#### [THE TASK]
Repeat each entry word for word; the images are not part of the copy.
:: LISTED ENTRIES ::
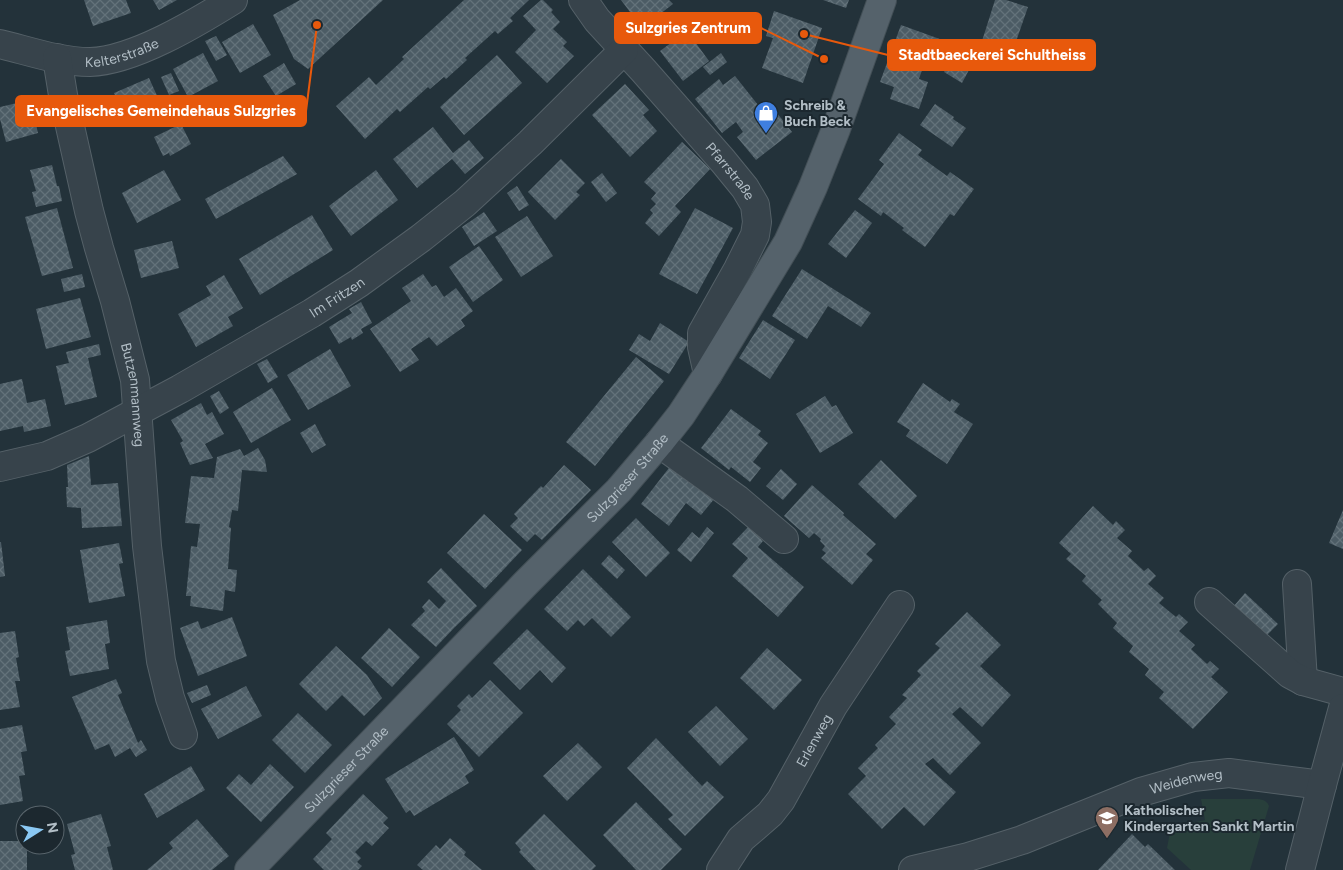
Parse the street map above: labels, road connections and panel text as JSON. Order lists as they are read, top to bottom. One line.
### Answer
{"streets":{"main road":["Sulzgrieser Straße"],"street":["Kelterstraße","Pfarrstraße","Im Fritzen","Butzenmannweg","Erlenweg","Weidenweg"]},"crossings":[["Kelterstraße","Butzenmannweg"],["Pfarrstraße","Im Fritzen"],["Pfarrstraße","Sulzgrieser Straße"],["Im Fritzen","Butzenmannweg"]],"places":{"other":["Evangelisches Gemeindehaus Sulzgries","Stadtbaeckerei Schultheiss","Sulzgries Zentrum"],"shop":["Schreib & Buch Beck"],"school or university":["Katholischer Kindergarten Sankt Martin"]},"north":"right"}
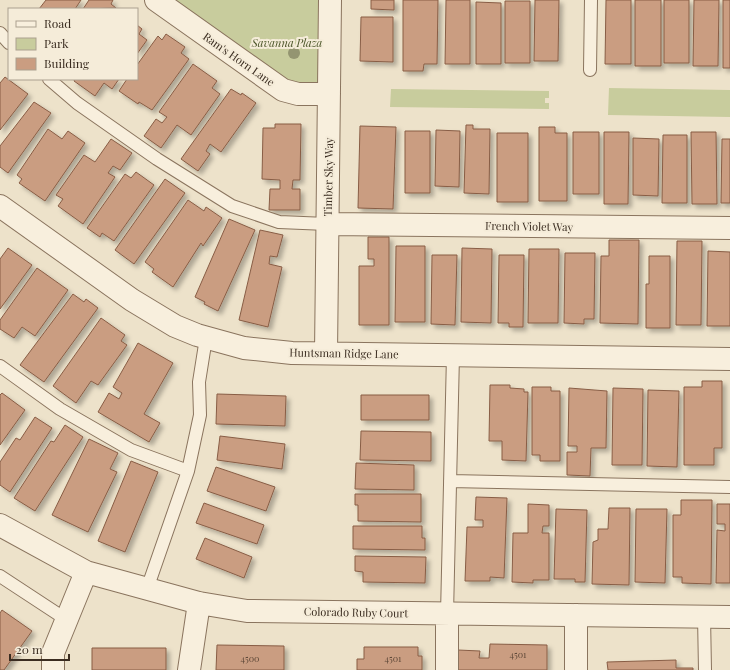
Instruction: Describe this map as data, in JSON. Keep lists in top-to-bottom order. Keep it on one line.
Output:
{"streets":{"street":["Ram's Horn Lane","Timber Sky Way","French Violet Way","Huntsman Ridge Lane","Colorado Ruby Court"]},"crossings":[["Ram's Horn Lane","Timber Sky Way"],["Timber Sky Way","French Violet Way"],["Timber Sky Way","Huntsman Ridge Lane"]],"parks":["Savanna Plaza"],"house_numbers":["4501","4500","4501"],"legend":["Road","Park","Building"],"scale_bar":"20 m"}
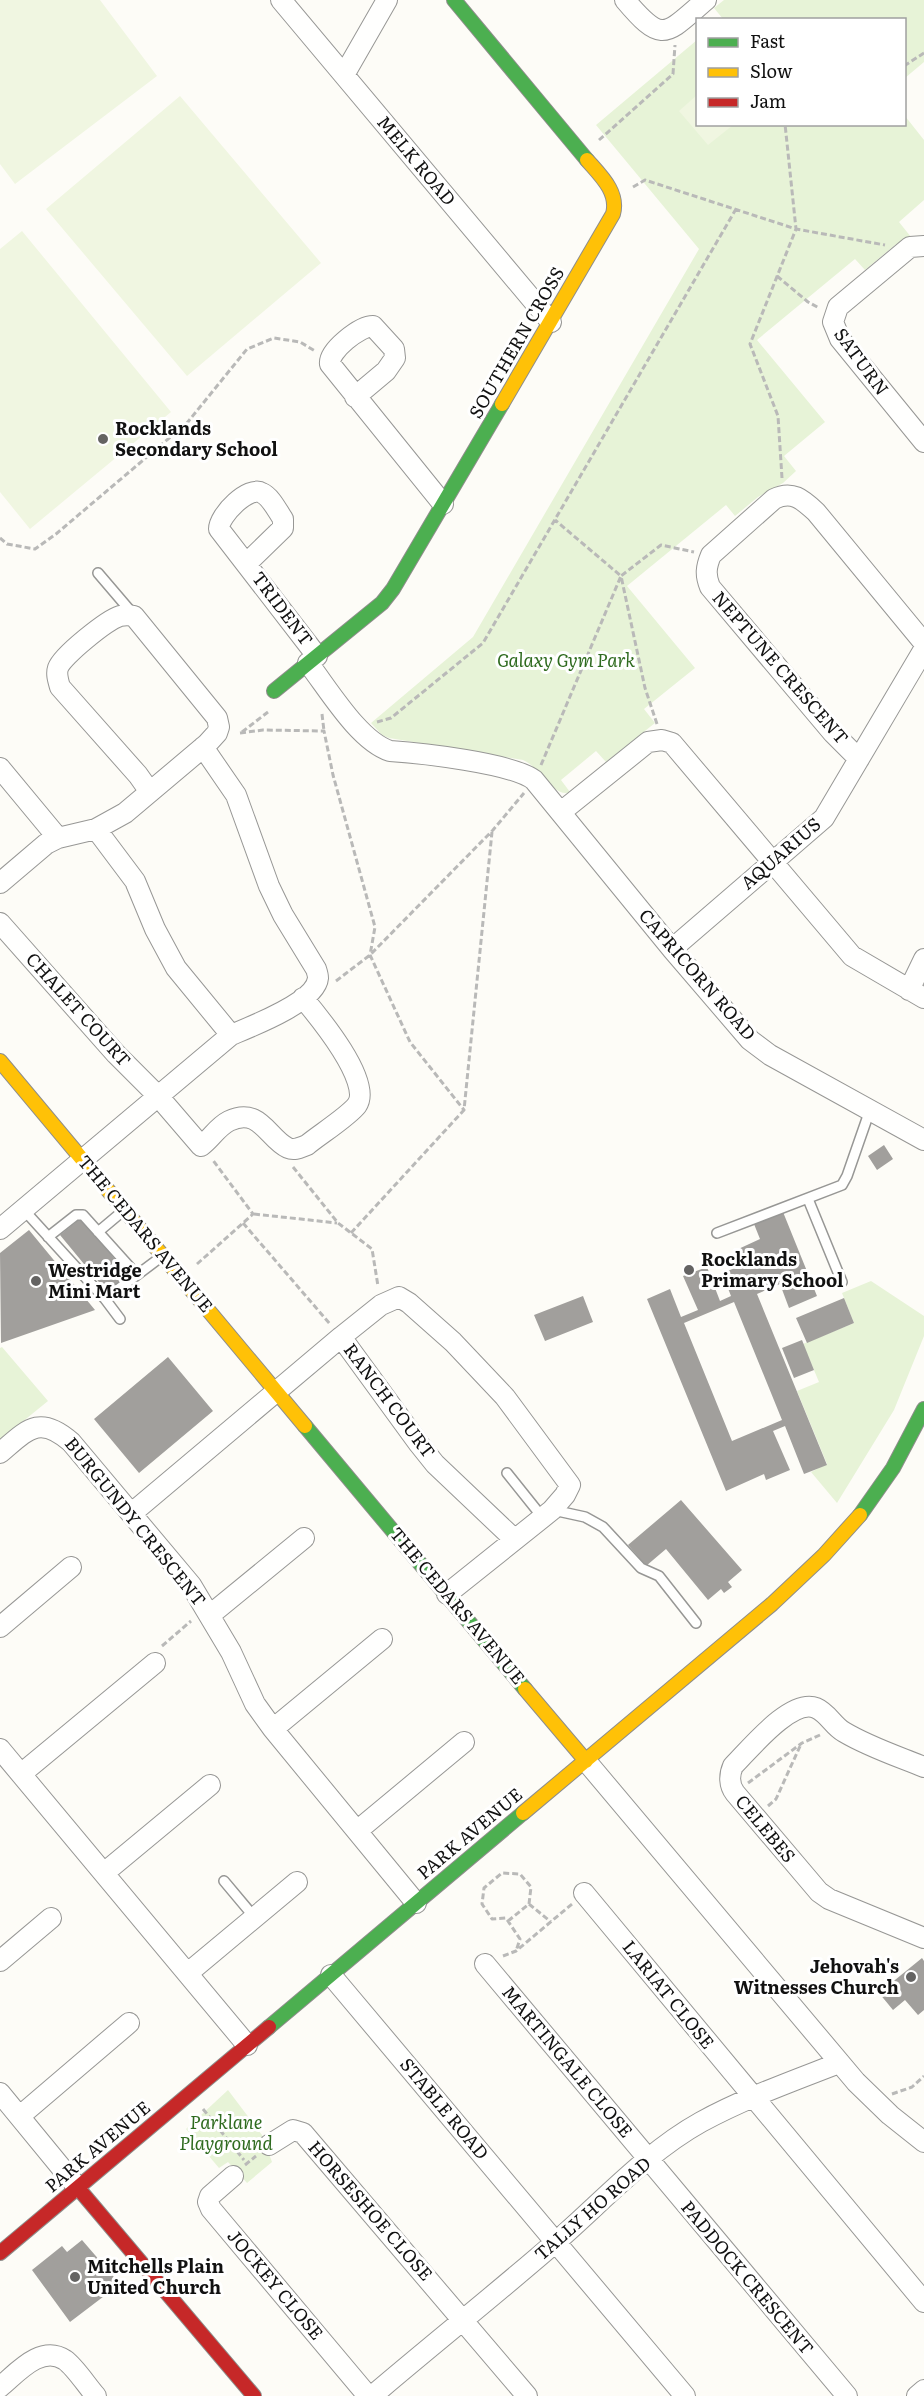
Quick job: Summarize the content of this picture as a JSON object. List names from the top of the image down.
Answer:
:::
#### [ANSWER SPACE]
Parse the street map above: labels, road connections and panel text as JSON. Order lists as they are read, top to bottom. One line.
### Answer
{"streets":{"main road":["Sulzgrieser Straße"],"street":["Kelterstraße","Pfarrstraße","Im Fritzen","Butzenmannweg","Erlenweg","Weidenweg"]},"crossings":[["Kelterstraße","Butzenmannweg"],["Pfarrstraße","Im Fritzen"],["Pfarrstraße","Sulzgrieser Straße"],["Im Fritzen","Butzenmannweg"]],"places":{"other":["Evangelisches Gemeindehaus Sulzgries","Stadtbaeckerei Schultheiss","Sulzgries Zentrum"],"shop":["Schreib & Buch Beck"],"school or university":["Katholischer Kindergarten Sankt Martin"]},"north":"right"}
Instruction: Describe this map as data, in JSON. Keep lists in top-to-bottom order. Keep it on one line.
Output:
{"streets":{"street":["Ram's Horn Lane","Timber Sky Way","French Violet Way","Huntsman Ridge Lane","Colorado Ruby Court"]},"crossings":[["Ram's Horn Lane","Timber Sky Way"],["Timber Sky Way","French Violet Way"],["Timber Sky Way","Huntsman Ridge Lane"]],"parks":["Savanna Plaza"],"house_numbers":["4501","4500","4501"],"legend":["Road","Park","Building"],"scale_bar":"20 m"}
Quick job: Summarize the content of this picture as a JSON object. List names from the top of the image down.
Answer:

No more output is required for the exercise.